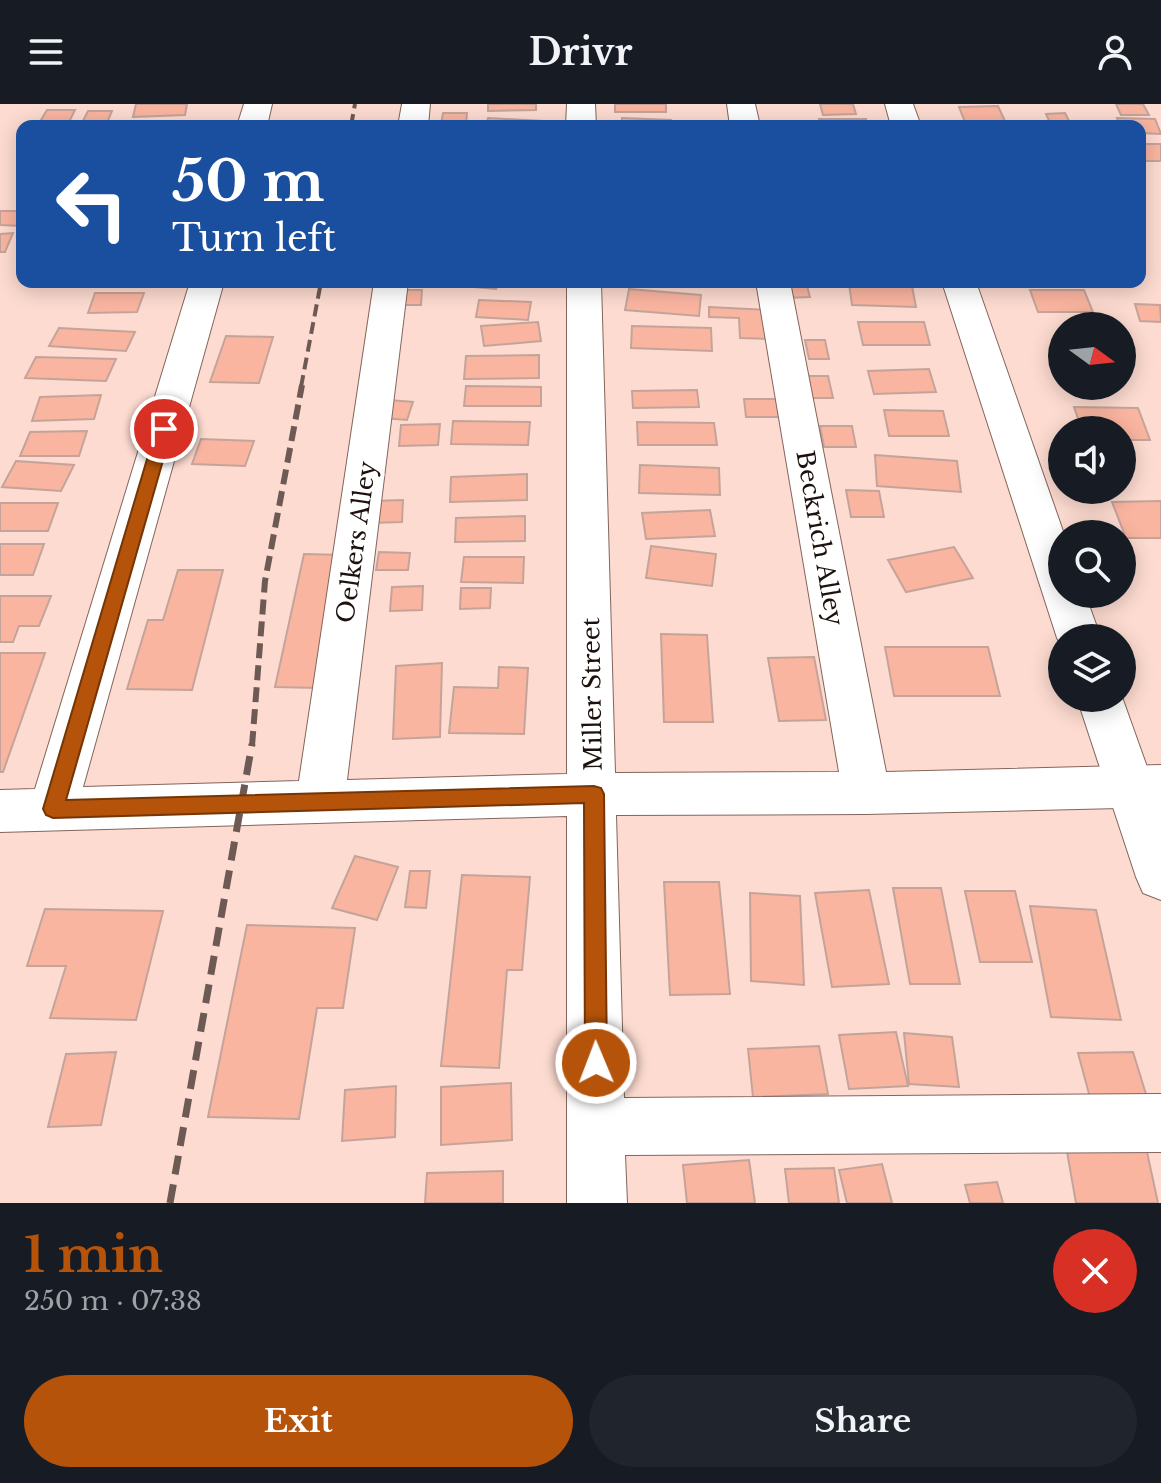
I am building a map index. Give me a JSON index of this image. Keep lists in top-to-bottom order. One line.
{"streets":{"street":["Beckrich Alley","Oelkers Alley","Miller Street"]},"north":"right","page":{"header":"Drivr","turn":["50 m","Turn left"],"heading":["1 min","250 m · 07:38"],"buttons":["Exit","Share"]}}
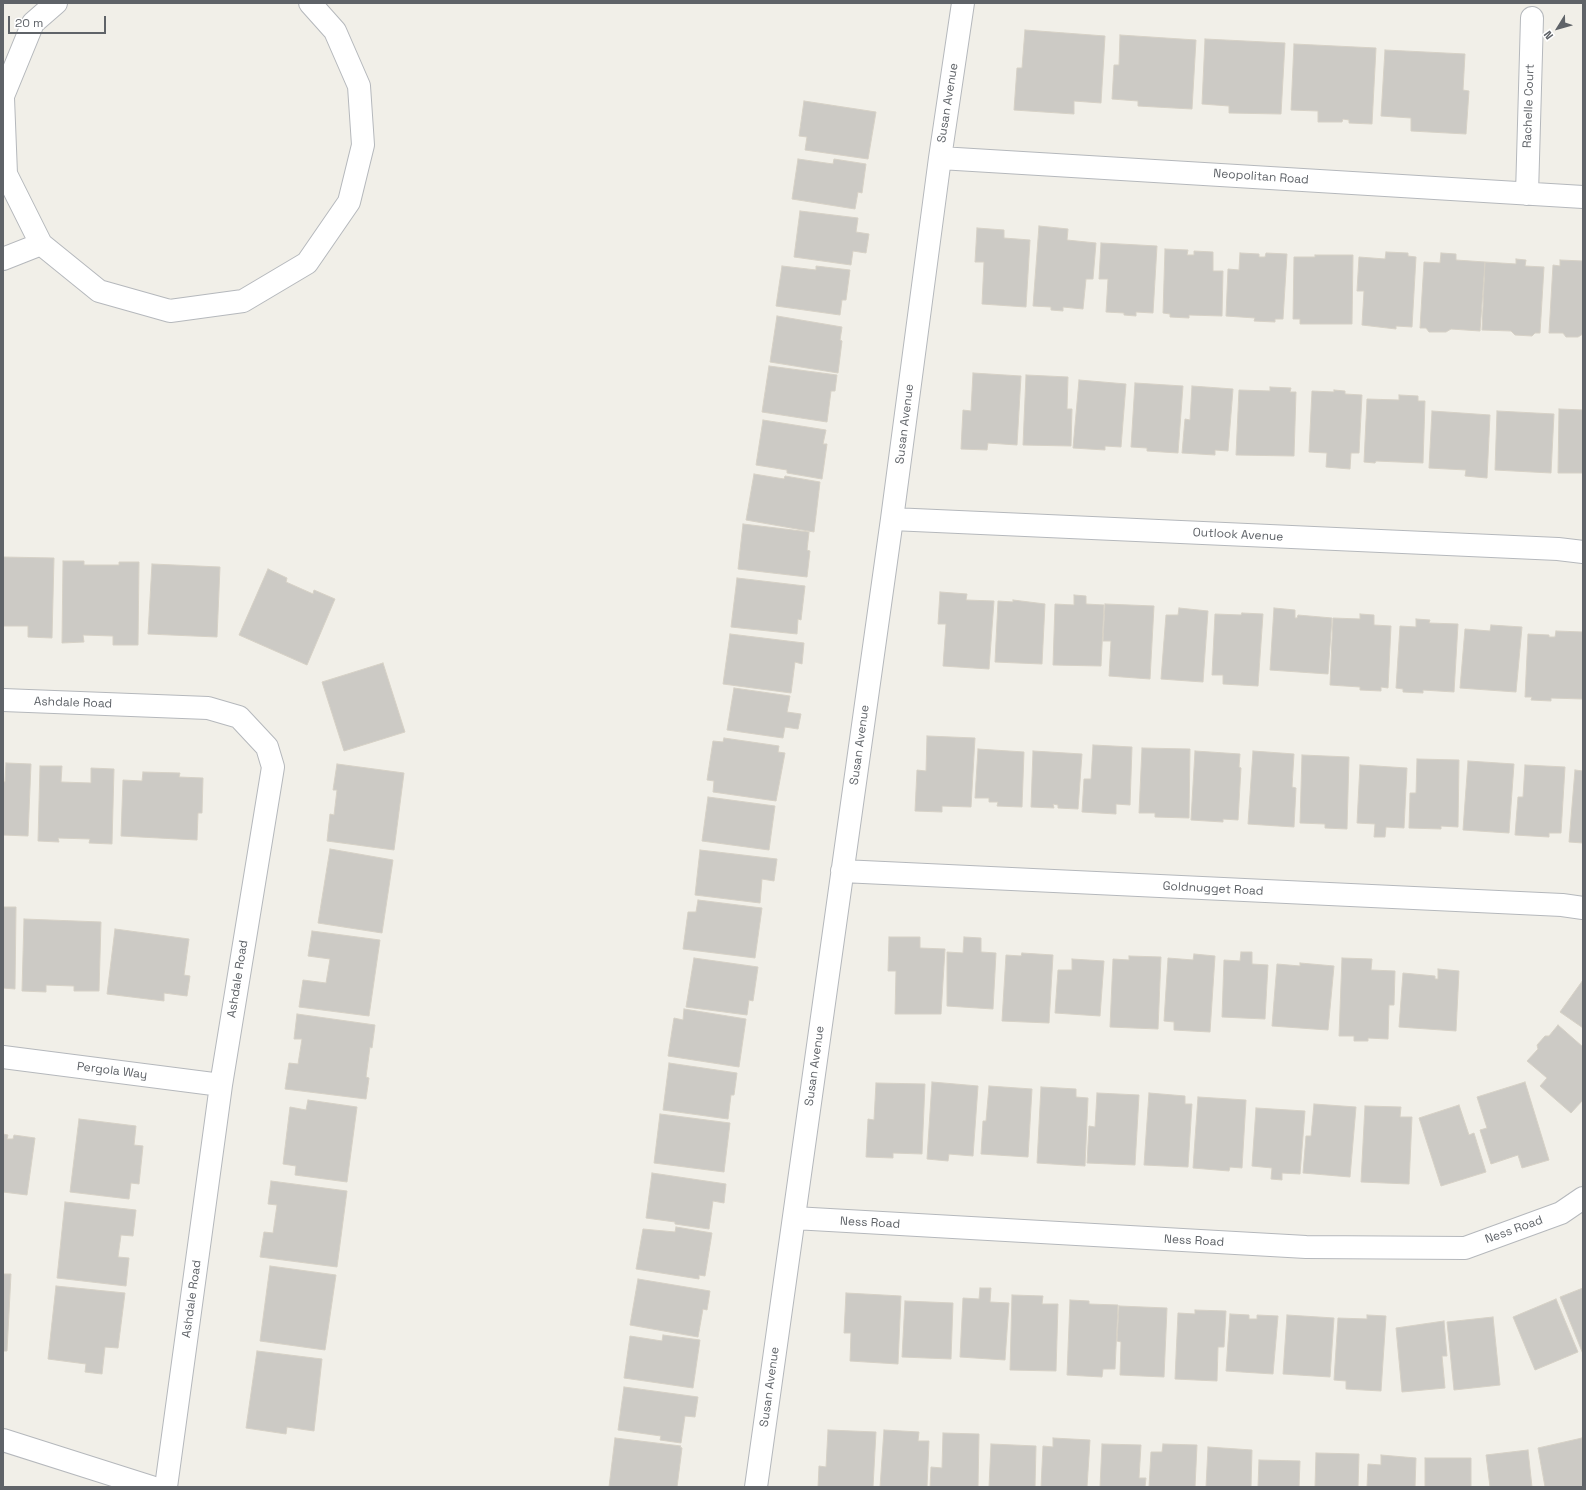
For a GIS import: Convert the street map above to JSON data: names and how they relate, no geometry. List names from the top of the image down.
{
  "streets": {
    "street": [
      "Susan Avenue",
      "Rachelle Court",
      "Neopolitan Road",
      "Outlook Avenue",
      "Ashdale Road",
      "Goldnugget Road",
      "Pergola Way",
      "Ness Road"
    ]
  },
  "crossings": [
    ["Susan Avenue", "Neopolitan Road"],
    ["Susan Avenue", "Outlook Avenue"],
    ["Susan Avenue", "Goldnugget Road"],
    ["Susan Avenue", "Ness Road"],
    ["Rachelle Court", "Neopolitan Road"],
    ["Ashdale Road", "Pergola Way"]
  ],
  "scale_bar": "20 m",
  "north": "bottom left"
}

··········

#### WORK TASK
Reproduce the material exactly; omit the pictures.

#### SOLUTION TO THE PROBLEM
I am building a map index. Give me a JSON index of this image. Keep lists in top-to-bottom order. One line.
{"streets":{"street":["Beckrich Alley","Oelkers Alley","Miller Street"]},"north":"right","page":{"header":"Drivr","turn":["50 m","Turn left"],"heading":["1 min","250 m · 07:38"],"buttons":["Exit","Share"]}}
For a GIS import: Convert the street map above to JSON data: names and how they relate, no geometry. List names from the top of the image down.
{
  "streets": {
    "street": [
      "Susan Avenue",
      "Rachelle Court",
      "Neopolitan Road",
      "Outlook Avenue",
      "Ashdale Road",
      "Goldnugget Road",
      "Pergola Way",
      "Ness Road"
    ]
  },
  "crossings": [
    ["Susan Avenue", "Neopolitan Road"],
    ["Susan Avenue", "Outlook Avenue"],
    ["Susan Avenue", "Goldnugget Road"],
    ["Susan Avenue", "Ness Road"],
    ["Rachelle Court", "Neopolitan Road"],
    ["Ashdale Road", "Pergola Way"]
  ],
  "scale_bar": "20 m",
  "north": "bottom left"
}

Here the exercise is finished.